11:45 p.m. Start soaking Lentz spelt and chana dal beans from Eastern Washington in acidified water for the potluck tomorrow. Curse myself that I didn’t think to start this a few days prior so they would both have been sprouted instead of merely soaked. I’ll be bringing a knock off of PCC’s perfect protein salad made with home clabbered creme fraiche, garden cucumbers, celery, carrots, kohlrabi, parsley, dill, basil and Rockridge Orchard apple cider vinegar.
12 p.m. Finally head downstairs and begin sorting through boxes, deciding what to bring with me the next day. Switch the laundry and investigate the source of the foul smell in the laundry room. Decide to leave that for another day and perhaps for Most Awesome Husband lest he begin to feel unneeded.
1 a.m. Most Awesome Husband returns with a family friend, flush from Husky victory so rather than do this post as I had planned I visit for awhile then call it a day.
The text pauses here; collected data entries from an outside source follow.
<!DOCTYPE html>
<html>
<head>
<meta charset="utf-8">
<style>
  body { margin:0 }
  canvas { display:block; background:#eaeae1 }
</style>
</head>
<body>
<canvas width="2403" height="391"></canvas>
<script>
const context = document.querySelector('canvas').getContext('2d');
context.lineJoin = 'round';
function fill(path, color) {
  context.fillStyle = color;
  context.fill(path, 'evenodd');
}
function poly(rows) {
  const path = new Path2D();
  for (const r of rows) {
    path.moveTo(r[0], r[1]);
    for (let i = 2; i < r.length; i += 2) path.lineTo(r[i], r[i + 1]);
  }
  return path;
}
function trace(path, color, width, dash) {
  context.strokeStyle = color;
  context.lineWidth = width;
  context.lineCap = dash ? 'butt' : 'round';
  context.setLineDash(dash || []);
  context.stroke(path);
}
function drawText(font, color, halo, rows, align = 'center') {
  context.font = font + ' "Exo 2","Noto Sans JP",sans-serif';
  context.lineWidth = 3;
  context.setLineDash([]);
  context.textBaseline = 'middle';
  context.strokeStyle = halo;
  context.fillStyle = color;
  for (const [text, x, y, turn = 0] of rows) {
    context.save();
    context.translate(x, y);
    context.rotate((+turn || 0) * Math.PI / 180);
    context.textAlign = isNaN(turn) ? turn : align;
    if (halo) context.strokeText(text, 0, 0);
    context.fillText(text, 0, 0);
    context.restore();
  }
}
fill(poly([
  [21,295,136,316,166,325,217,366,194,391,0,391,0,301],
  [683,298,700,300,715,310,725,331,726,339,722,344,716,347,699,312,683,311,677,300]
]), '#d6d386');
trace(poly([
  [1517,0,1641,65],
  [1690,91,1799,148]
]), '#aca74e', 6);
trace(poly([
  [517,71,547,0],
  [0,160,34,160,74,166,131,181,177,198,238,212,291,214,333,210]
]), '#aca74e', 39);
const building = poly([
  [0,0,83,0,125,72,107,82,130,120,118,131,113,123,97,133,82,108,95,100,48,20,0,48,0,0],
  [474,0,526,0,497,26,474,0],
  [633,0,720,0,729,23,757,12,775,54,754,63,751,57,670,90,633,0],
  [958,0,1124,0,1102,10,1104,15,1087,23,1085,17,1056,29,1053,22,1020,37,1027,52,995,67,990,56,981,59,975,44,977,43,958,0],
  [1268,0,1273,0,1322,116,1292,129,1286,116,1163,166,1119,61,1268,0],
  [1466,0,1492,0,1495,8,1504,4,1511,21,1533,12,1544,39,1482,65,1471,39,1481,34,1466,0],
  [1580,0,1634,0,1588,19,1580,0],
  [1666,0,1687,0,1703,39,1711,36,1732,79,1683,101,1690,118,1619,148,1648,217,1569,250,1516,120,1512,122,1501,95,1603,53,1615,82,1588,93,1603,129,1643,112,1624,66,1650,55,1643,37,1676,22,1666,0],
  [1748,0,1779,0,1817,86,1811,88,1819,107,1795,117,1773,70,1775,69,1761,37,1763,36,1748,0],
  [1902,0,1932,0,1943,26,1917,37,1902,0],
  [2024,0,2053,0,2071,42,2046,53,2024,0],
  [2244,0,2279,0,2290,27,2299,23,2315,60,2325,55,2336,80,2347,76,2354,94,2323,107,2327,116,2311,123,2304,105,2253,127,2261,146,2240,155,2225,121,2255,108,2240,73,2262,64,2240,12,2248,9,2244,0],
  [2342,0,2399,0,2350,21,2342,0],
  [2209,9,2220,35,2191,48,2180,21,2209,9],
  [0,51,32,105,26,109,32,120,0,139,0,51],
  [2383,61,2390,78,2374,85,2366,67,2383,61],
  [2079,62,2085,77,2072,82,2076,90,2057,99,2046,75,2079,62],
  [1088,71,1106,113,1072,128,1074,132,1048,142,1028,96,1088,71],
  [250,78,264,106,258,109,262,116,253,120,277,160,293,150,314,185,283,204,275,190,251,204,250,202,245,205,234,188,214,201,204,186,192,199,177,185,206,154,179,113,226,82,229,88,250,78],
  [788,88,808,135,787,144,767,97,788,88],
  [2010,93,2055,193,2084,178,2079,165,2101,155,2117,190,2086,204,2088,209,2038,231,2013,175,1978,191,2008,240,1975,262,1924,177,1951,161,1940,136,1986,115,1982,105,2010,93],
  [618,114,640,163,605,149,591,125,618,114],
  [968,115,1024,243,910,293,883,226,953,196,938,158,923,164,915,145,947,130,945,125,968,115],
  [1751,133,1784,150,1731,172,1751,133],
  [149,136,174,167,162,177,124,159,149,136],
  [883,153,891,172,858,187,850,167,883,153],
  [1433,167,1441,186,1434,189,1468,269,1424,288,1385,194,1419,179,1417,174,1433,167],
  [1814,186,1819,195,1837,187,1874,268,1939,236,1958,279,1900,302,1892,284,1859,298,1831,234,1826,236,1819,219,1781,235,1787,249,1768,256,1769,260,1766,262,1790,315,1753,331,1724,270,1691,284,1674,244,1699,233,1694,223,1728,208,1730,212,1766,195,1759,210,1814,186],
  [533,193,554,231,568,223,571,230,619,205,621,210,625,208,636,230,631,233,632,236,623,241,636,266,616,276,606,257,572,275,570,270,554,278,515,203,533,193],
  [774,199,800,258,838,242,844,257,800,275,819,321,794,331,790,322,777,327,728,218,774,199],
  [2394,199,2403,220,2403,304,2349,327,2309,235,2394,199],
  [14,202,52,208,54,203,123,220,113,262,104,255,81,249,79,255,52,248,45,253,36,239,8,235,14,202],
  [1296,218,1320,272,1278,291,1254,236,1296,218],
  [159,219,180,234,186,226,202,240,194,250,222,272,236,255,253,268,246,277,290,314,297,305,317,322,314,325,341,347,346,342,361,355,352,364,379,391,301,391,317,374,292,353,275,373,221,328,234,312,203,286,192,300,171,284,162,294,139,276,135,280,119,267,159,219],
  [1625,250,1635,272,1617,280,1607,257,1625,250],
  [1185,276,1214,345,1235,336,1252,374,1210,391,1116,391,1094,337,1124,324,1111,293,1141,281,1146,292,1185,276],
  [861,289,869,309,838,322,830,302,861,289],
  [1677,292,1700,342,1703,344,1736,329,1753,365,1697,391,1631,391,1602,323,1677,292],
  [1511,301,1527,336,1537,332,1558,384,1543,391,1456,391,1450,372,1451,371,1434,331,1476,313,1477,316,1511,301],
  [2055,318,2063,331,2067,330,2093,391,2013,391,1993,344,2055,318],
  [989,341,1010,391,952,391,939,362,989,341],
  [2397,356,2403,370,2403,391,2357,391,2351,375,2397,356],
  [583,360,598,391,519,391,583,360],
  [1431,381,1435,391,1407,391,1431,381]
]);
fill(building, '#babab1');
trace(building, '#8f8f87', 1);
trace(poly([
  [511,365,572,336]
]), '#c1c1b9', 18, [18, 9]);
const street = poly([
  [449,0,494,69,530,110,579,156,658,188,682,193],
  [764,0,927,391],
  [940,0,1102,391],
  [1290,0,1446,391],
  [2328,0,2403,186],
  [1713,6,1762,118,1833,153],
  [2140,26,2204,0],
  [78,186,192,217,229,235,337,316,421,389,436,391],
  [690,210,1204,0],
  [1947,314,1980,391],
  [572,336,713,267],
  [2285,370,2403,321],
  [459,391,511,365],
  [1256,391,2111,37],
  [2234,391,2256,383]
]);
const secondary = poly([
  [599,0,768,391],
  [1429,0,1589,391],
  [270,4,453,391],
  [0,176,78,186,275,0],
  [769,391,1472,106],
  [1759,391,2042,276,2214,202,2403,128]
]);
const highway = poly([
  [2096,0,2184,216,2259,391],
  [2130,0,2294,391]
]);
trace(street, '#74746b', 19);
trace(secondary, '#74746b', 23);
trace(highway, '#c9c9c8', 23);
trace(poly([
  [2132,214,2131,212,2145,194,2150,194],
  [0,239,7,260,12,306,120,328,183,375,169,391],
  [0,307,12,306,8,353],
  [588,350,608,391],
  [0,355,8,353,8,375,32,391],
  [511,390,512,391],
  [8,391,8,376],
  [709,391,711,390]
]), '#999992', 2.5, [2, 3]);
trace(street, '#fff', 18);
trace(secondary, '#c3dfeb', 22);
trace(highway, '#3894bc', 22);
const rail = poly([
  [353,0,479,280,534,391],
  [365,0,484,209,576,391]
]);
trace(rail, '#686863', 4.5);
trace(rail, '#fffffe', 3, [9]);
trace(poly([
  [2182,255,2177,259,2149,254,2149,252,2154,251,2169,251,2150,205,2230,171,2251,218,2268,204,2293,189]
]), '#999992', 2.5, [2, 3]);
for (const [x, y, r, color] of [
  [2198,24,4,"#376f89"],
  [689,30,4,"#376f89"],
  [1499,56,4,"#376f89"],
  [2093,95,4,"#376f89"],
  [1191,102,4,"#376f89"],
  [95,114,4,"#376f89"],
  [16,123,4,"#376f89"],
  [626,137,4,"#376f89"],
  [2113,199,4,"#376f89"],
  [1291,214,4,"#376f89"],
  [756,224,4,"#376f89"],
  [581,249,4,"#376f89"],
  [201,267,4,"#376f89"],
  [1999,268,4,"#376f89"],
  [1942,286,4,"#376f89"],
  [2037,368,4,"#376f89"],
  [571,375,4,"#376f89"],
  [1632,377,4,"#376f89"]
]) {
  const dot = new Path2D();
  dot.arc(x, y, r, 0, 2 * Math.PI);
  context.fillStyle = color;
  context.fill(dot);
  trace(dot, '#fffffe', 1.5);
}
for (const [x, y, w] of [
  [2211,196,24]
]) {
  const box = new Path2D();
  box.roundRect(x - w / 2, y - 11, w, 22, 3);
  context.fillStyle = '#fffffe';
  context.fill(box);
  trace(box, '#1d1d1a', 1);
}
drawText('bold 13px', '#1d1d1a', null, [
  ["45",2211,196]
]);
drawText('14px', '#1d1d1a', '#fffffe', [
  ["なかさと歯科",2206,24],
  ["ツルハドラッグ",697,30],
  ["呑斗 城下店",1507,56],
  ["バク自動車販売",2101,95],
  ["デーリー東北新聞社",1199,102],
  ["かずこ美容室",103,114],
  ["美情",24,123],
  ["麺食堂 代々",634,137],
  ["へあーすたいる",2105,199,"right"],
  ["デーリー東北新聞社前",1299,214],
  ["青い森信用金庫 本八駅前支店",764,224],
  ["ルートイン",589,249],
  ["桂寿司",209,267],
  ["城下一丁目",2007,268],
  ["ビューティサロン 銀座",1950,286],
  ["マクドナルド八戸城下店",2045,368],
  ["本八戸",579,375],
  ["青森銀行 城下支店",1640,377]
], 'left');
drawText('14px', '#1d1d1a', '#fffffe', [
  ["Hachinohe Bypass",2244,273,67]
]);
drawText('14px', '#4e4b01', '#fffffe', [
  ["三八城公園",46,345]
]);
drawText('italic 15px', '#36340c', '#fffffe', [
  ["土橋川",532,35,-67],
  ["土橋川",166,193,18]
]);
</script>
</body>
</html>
And now rather than try and find where in the world the 215 pictures I downloaded last night are on this computer so that I can add more to this post tonight, I am going to call it a day once again and try and do that tomorrow. Not surprisingly I’m a tad tired since it’s about midnight yet again… I hope you enjoyed this glimpse into my insanity.
And now I’m tagging Suzy of Chiot’s Run, Laurie of Commonsense Homesteading, and YOU! I’d love to read all of your “day in the slow life” posts in this Thursday’s Simple Lives. Please consider it – we all learn so much from each other and I wanted to pick you all anyway.